London Korean Links

Covering things Korean in London and beyond since 2006

Afghanistan worst fighting “since the Korean War”

Lt Gen David WilliamsIt’s taken the interview over a week to make it from the BBC World Service onto BBC TV primetime (News at Ten) but on Friday evening the Beeb had a feature on the British military presence in Afghanistan. The interview was with Lt Gen David Richards (left).

He is commanding the Nato force in the country and has described the threat as “persistent low-level dirty fighting”.

Extra helicopters and equipment were required to cope, he said.

“This sort of thing hasn’t really happened so consistently, I don’t think, since the Korean War or the Second World War,” he told the BBC World Service.

“It happened for periods in the Falklands, obviously, and it happened for short periods in the Gulf on both occasions. But this is persistent low-level dirty fighting.”

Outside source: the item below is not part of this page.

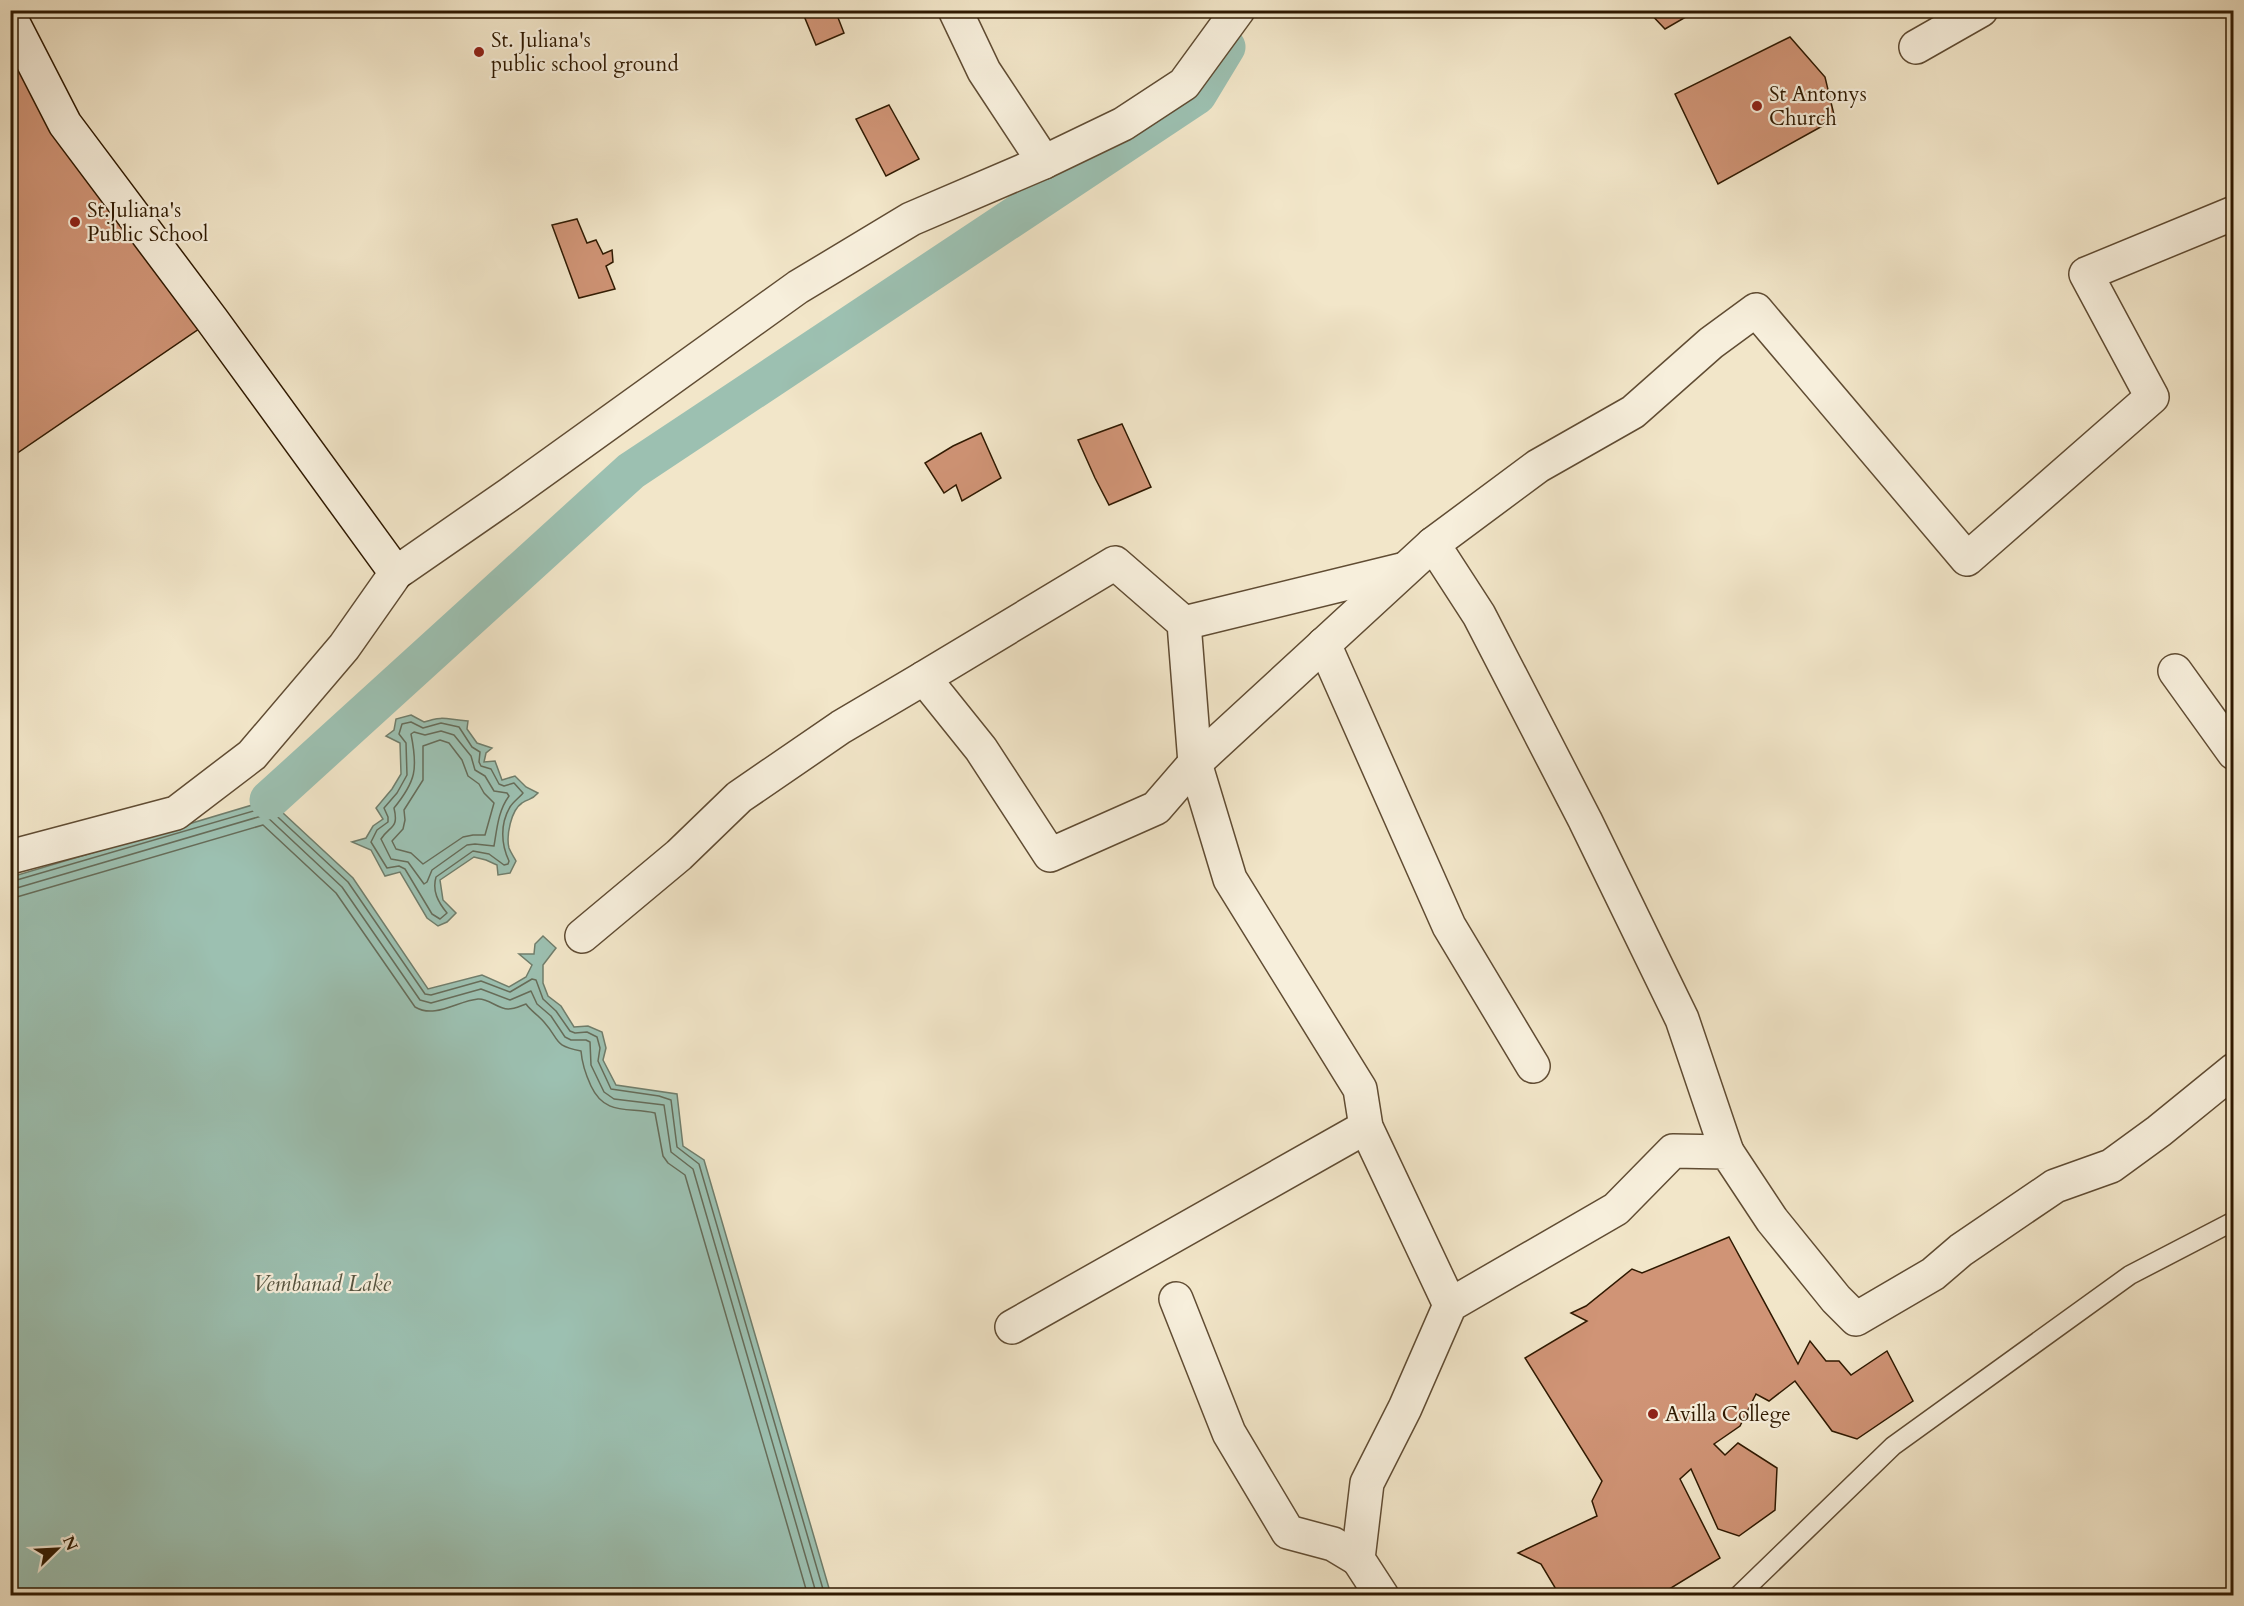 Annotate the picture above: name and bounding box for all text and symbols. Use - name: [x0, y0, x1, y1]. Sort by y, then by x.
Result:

The comment echoes remarks made by the UK’s chief of Defence Staff in 2001, again in relation to Afghanistan.

Admiral Sir Michael Boyce compared it to a new Cold War and said the conflict in Afghanistan was the most difficult Britain had faced since the Korean War in the 1950s.

Separately, in a friendly fire incident in Afghanistan in 2002 it was noted that:

It was the first time Canadian troops had been killed in a combat zone since the Korean War in the early 1950s.

What’s interesting about this is not that there’s a lot of sustained fighting going on in Afghanistan, but that a general likens it to the Korean war. My guess is that less than 1% of the British population know that British troops made up part of the UN forces in the Korean war. There’s a brief summary on the BBC site.